Clustered Federated Learning: Model-Agnostic Distributed Multitask Optimization Under Privacy Constraints
Abstract
Federated learning (FL) is currently the most widely
adopted framework for collaborative training of (deep) machine
learning models under privacy constraints. Albeit its popularity,
it has been observed that FL yields suboptimal results if the
local clients’ data distributions diverge. To address this issue,
we present clustered FL (CFL), a novel federated multitask
learning (FMTL) framework, which exploits geometric properties
of the FL loss surface to group the client population into clusters
with jointly trainable data distributions.
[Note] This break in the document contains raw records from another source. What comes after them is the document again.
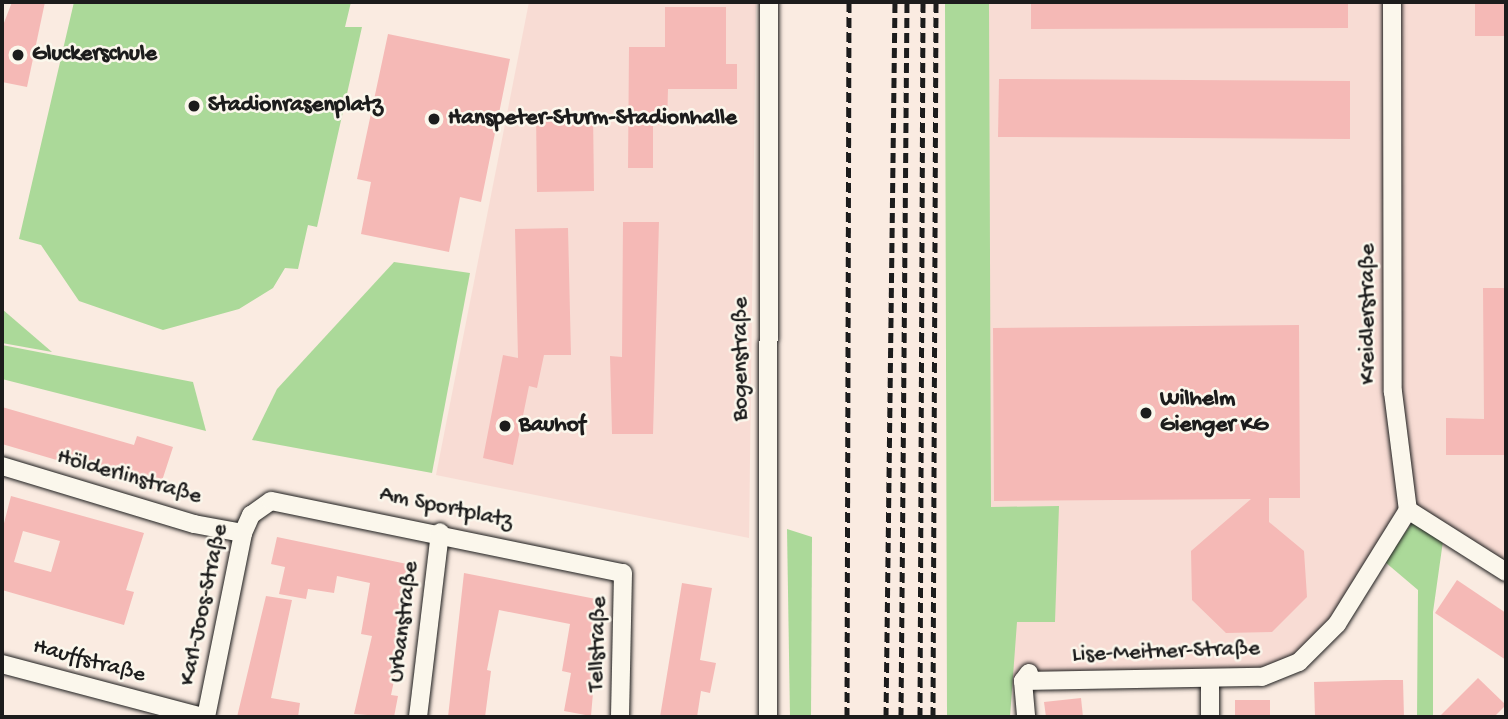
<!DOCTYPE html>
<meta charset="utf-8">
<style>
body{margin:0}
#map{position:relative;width:1508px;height:719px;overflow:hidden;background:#faebe1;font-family:"Gochi Hand",sans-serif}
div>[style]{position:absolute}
.built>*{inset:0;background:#f8dcd4}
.green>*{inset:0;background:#abd999}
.building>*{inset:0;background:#f5b9b6}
.roads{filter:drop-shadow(0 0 2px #1c1c1c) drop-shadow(0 0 2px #1c1c1c)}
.minor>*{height:18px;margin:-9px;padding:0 9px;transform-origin:9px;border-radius:9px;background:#fbf7ec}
.rail>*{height:5px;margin-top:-2.5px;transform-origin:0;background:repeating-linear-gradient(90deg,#1c1c1c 0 10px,transparent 0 15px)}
.dots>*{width:19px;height:19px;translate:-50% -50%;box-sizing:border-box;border:4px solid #fbf7ec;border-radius:50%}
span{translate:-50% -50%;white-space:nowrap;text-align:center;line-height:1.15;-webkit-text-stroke:5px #fbf7ec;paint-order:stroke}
.poi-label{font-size:23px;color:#1c1c1c;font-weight:700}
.left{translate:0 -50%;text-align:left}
.street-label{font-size:23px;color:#1c1c1c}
.frame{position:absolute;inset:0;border:4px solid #1c1c1c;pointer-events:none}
</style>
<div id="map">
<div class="built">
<i style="clip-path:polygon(529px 2px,756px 2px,749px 538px,436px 475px)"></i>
<i style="clip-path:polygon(986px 2px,1506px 2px,1506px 571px,1408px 510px,1299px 662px,1262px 677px,1023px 681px,977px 666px)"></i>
</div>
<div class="green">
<i style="clip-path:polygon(74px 2px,351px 2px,345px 27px,362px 27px,317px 227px,308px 225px,298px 269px,285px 268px,273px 288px,239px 309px,163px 330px,79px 301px,41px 245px,19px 239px)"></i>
<i style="clip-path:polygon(945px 2px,989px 2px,991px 507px,1059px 506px,1055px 622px,1017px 622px,1010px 717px,947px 717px)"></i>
<i style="clip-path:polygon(394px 262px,470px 273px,432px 473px,252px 440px,277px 389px)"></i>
<i style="clip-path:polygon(2px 309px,52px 352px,2px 343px)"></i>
<i style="clip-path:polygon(2px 345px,193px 382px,206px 431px,2px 379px)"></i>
<i style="clip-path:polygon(1412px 523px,1443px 541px,1433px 612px,1433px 717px,1417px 717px,1418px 590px,1385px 562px)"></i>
<i style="clip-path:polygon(787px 529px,812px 537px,811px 717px,790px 717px)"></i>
</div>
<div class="building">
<i style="clip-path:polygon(12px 2px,45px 2px,27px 87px,2px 82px,2px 28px)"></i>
<i style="clip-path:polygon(1031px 2px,1348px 2px,1348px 28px,1031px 29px)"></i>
<i style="clip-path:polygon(1475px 2px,1506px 2px,1506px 36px,1475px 36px)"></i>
<i style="clip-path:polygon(665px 7px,726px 7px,726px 64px,737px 64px,737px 89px,668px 89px,667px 125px,653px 125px,653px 168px,628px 168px,629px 47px,665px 47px)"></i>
<i style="clip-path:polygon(388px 34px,510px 59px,481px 202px,460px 197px,449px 252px,361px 234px,371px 182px,357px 179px)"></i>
<i style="clip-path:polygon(999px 79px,1350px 81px,1350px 139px,998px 137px)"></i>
<i style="clip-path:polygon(593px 112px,594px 191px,537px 192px,536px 113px)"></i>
<i style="clip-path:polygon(623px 222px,659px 222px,653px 434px,612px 434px,610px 356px,622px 357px)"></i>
<i style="clip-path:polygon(568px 228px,571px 355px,544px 355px,537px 388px,529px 386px,513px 465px,483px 458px,503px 355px,518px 358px,515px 229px)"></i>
<i style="clip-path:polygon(1483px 288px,1506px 288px,1506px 455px,1446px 455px,1446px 418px,1484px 419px)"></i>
<i style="clip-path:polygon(1299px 325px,1300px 498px,1269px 498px,1269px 522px,1304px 551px,1307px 597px,1272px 632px,1226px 633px,1192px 600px,1191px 551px,1251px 499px,994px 501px,993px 328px)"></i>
<i style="clip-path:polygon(2px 407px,134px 445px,137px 436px,173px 447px,159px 490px,2px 444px)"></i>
<i style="clip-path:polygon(evenodd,11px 496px,144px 533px,126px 590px,134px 592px,124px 625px,2px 590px,2px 531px,11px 496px,23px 531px,60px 541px,51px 572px,14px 562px,23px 531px)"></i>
<i style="clip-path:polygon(277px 537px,407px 564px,394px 656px,399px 657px,391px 695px,398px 696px,394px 717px,354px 714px,372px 636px,361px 634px,370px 583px,337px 576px,334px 593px,308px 589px,306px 599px,279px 594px,285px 567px,271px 564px)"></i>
<i style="clip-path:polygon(464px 573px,601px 600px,591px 716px,564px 711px,571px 673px,562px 671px,570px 624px,499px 610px,487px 670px,491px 671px,485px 717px,448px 717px)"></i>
<i style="clip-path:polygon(1457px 580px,1506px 613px,1506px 660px,1435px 613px)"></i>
<i style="clip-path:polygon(682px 583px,712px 588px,700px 660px,716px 663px,710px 693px,701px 691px,697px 717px,660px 717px)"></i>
<i style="clip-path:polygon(266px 596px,292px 600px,271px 698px,300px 703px,298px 717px,237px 717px)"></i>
<i style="clip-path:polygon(1478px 678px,1506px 705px,1494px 717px,1439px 717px)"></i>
<i style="clip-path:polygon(1386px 680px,1403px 680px,1404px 717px,1315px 717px,1314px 682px)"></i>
<i style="clip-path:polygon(1081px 698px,1083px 717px,1046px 717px,1044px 702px)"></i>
<i style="clip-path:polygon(1235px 700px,1270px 700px,1270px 717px,1235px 717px)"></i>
</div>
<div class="roads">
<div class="minor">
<i style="left:1392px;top:2px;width:390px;rotate:89.9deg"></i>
<i style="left:1393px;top:392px;width:119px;rotate:82.8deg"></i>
<i style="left:1408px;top:510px;width:116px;rotate:32.3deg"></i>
<i style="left:2px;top:466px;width:201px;rotate:16.8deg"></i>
<i style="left:194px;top:524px;width:50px;rotate:10.4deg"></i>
<i style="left:2px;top:664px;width:208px;rotate:14.8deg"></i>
<i style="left:1029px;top:673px;width:10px;rotate:127deg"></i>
<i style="left:1023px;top:681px;width:239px;rotate:-1deg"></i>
<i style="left:1262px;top:677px;width:40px;rotate:-22deg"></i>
<i style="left:1299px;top:662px;width:54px;rotate:-45deg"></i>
<i style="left:1337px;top:624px;width:134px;rotate:-58.1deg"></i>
<i style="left:1023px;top:681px;width:36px;rotate:85deg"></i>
<i style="left:206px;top:717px;width:188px;rotate:-78.6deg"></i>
<i style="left:243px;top:533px;width:20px;rotate:-66deg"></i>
<i style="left:251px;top:515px;width:24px;rotate:-35deg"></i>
<i style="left:271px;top:501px;width:359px;rotate:11.6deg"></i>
<i style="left:623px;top:573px;width:144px;rotate:91.2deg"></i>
<i style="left:418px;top:717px;width:186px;rotate:-83.2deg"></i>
<i style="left:768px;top:717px;width:715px;rotate:-89.92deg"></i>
<i style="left:1210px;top:717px;width:38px;rotate:-90deg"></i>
</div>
</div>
<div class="rail">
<i style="left:847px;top:717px;width:715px;rotate:-89.84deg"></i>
<i style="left:886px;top:717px;width:715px;rotate:-89.28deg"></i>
<i style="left:901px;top:717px;width:715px;rotate:-89.52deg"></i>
<i style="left:920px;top:717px;width:715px;rotate:-89.76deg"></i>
<i style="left:933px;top:717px;width:715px;rotate:-89.76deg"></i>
</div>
<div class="dots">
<i style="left:18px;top:55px;background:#1c1c1c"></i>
<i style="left:194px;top:106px;background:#1c1c1c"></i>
<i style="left:434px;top:119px;background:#1c1c1c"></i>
<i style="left:1146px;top:413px;background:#1c1c1c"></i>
<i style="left:505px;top:426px;background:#1c1c1c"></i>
</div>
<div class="poi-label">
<span class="left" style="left:32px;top:55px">Gluckerschule</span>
<span class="left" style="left:208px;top:106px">Stadionrasenplatz</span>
<span class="left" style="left:448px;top:119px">Hanspeter-Sturm-Stadionhalle</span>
<span class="left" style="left:1160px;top:413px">Wilhelm<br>Gienger KG</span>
<span class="left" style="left:519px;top:426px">Bauhof</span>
</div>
<div class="street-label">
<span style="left:1369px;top:314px;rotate:-90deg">Kreidlerstraße</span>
<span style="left:742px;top:359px;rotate:-90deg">Bogenstraße</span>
<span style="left:129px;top:478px;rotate:16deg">Hölderlinstraße</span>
<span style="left:446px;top:509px;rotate:12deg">Am Sportplatz</span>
<span style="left:205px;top:605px;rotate:-78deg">Karl-Joos-Straße</span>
<span style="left:405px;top:622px;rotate:-83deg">Urbanstraße</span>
<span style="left:599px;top:644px;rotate:-88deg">Tellstraße</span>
<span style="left:1166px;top:653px;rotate:-2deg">Lise-Meitner-Straße</span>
<span style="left:89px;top:662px;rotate:15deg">Hauffstraße</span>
</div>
<div class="frame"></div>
</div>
In contrast to existing
FMTL approaches, CFL does not require any modifications to the
FL communication protocol to be made, is applicable to general
nonconvex objectives (in particular, deep neural networks), does
not require the number of clusters to be known a priori, and
comes with strong mathematical guarantees on the clustering
quality. CFL is flexible enough to handle client populations that
vary over time and can be implemented in a privacy-preserving
way. As clustering is only performed after FL has converged to a
stationary point, CFL can be viewed as a postprocessing method
that will always achieve greater or equal performance than
conventional FL by allowing clients to arrive at more specialized
models. We verify our theoretical analysis in experiments with
deep convolutional and recurrent neural networks on commonly
used FL data sets.